An obstetrician well known for his care of and research into multiple-birth pregnancies has found that dietary changes can affect a woman's chances of having twins, and that her overall chance is determined by a combination of diet and heredity. During a series of seven studies, Gary Steinman, MD, PhD, an attending physician at Long Island Jewish (LIJ) Medical Center in New Hyde Park, New York, discovered the following fascinating points.
  • Dr Steinman found that women who become pregnant while breastfeeding are nine times more likely to conceive twins than women who are not breastfeeding at the time of conception.

  • In his most recent study of the mechanisms of twinning prior to the new study, Dr Steinman confirmed that use of in vitro fertilization (IVF) methods increases the incidence of monozygotic twinning -- where the transfer and/or implantation of two embryos results in three infants -- and he proposed that adding more calcium or reducing the chelating agent ethylenediamine tetraacetic acid (EDTA) in the IVF incubation media might decrease the unwanted complication.

  • Women who consume animal products, specifically dairy, are five times more likely to have twins. The culprit may be insulin-like growth factor (IGF), a protein that is released from the liver of animals -- including humans -- in response to growth hormone, circulates in the blood and makes its way into the animal's milk. IGF increases the sensitivity of the ovaries to follicle stimulating hormone, thereby increasing ovulation. Some studies also suggest that IGF may help embryos survive in the early stages of development. The concentration of IGF in the blood is about 13 percent lower in vegan women than in women who consume dairy.

  • "The continuing increase in the twinning rate into the 1990s, however, may also be a consequence of the introduction of growth-hormone treatment of cows to enhance their milk and beef production," said Dr Steinman.

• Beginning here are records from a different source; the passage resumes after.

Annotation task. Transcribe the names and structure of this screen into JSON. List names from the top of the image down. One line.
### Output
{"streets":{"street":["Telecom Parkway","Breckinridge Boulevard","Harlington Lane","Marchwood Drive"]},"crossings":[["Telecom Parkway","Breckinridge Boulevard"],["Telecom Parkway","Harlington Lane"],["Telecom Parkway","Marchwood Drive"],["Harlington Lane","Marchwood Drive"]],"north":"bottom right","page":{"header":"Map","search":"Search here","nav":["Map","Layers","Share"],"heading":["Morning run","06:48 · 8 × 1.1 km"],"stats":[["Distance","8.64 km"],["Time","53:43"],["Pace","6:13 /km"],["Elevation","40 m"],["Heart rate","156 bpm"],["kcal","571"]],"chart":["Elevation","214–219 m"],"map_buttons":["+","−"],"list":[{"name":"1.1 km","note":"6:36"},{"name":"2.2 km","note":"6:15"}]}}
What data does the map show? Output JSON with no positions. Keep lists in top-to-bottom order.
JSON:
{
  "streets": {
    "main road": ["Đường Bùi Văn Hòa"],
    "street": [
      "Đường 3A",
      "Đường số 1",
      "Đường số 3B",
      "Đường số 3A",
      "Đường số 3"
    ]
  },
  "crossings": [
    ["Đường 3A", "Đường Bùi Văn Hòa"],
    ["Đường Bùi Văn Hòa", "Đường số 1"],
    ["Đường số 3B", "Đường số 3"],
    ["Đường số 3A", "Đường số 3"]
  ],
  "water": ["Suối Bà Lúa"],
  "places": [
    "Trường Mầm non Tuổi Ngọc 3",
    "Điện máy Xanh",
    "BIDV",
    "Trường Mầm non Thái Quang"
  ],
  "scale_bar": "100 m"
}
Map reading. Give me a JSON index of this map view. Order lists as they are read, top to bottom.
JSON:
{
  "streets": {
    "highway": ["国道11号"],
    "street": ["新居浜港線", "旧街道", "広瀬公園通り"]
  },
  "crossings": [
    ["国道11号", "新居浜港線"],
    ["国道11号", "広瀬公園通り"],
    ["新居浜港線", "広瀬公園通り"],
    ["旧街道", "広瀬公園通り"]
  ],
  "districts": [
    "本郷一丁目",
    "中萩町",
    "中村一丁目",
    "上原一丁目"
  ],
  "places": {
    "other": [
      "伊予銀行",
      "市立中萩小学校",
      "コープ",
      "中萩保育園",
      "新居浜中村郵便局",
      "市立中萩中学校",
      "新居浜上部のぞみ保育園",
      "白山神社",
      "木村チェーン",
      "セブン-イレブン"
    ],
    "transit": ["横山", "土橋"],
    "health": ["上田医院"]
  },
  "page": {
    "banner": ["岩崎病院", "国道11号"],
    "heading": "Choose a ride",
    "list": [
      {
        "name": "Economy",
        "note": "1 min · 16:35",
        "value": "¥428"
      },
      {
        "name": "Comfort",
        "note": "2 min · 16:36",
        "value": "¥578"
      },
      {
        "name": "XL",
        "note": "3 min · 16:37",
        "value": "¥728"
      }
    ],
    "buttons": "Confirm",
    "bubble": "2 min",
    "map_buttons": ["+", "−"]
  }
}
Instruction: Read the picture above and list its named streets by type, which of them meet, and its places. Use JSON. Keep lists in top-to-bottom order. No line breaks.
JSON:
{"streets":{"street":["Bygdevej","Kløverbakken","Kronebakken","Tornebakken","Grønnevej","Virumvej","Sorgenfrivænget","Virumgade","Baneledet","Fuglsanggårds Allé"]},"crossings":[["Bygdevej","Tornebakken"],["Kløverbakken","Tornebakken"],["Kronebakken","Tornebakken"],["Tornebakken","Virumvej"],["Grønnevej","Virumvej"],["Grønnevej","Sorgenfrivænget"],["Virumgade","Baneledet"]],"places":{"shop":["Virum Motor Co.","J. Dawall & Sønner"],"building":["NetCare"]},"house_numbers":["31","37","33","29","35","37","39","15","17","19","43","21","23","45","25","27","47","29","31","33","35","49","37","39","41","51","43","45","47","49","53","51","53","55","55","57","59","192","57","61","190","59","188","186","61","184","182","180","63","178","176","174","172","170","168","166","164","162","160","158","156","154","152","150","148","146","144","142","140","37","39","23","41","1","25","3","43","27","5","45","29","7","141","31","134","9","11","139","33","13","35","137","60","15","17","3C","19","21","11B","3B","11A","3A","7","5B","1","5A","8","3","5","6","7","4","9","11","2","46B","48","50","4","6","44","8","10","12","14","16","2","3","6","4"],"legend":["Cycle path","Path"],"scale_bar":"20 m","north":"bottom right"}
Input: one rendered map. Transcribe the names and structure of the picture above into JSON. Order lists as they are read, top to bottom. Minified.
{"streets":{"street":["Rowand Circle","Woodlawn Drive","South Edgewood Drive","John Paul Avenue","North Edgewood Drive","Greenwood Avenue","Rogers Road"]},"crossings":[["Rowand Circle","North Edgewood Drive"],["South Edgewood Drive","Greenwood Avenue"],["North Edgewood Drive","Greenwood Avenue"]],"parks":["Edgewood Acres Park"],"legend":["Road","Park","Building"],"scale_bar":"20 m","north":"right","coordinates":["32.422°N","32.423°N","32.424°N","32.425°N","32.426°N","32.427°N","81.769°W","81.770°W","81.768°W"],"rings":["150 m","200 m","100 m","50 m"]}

In the current study, when Dr Steinman compared the twinning rates of women who ate a regular diet, vegetarian diet with dairy, and vegan diet, he found that the vegan women had twins at only one-fifth the rate of women who commonly do not exclude milk from their diets.

  • The twinning rate in the United States has increased significantly since 1975, about the time assisted reproductive technologies (ART) were introduced.

  • The intentional delay of childbearing has also contributed to the increase of multiple-birth pregnancies, since older women are more likely to have twins even without ART.


  • In addition to a dietary influence on IGF levels, there is a genetic link. Researchers have found through large population studies of African American, Caucasian and Asian women that blood IGF levels are greatest among African Americans and lowest in Asians. Some women are just genetically programmed to make more IGF than others. Twinning rates in these demographic groups parallel the IGF levels. "This study shows for the first time that the chance of having twins is affected by both heredity and environment, or in other words, by both nature and nurture," said Dr Steinman. These findings are similar to those observed in cows by other researchers, namely that a woman's chance of having twins appears to correlate directly with her blood level of insulin-like growth factor.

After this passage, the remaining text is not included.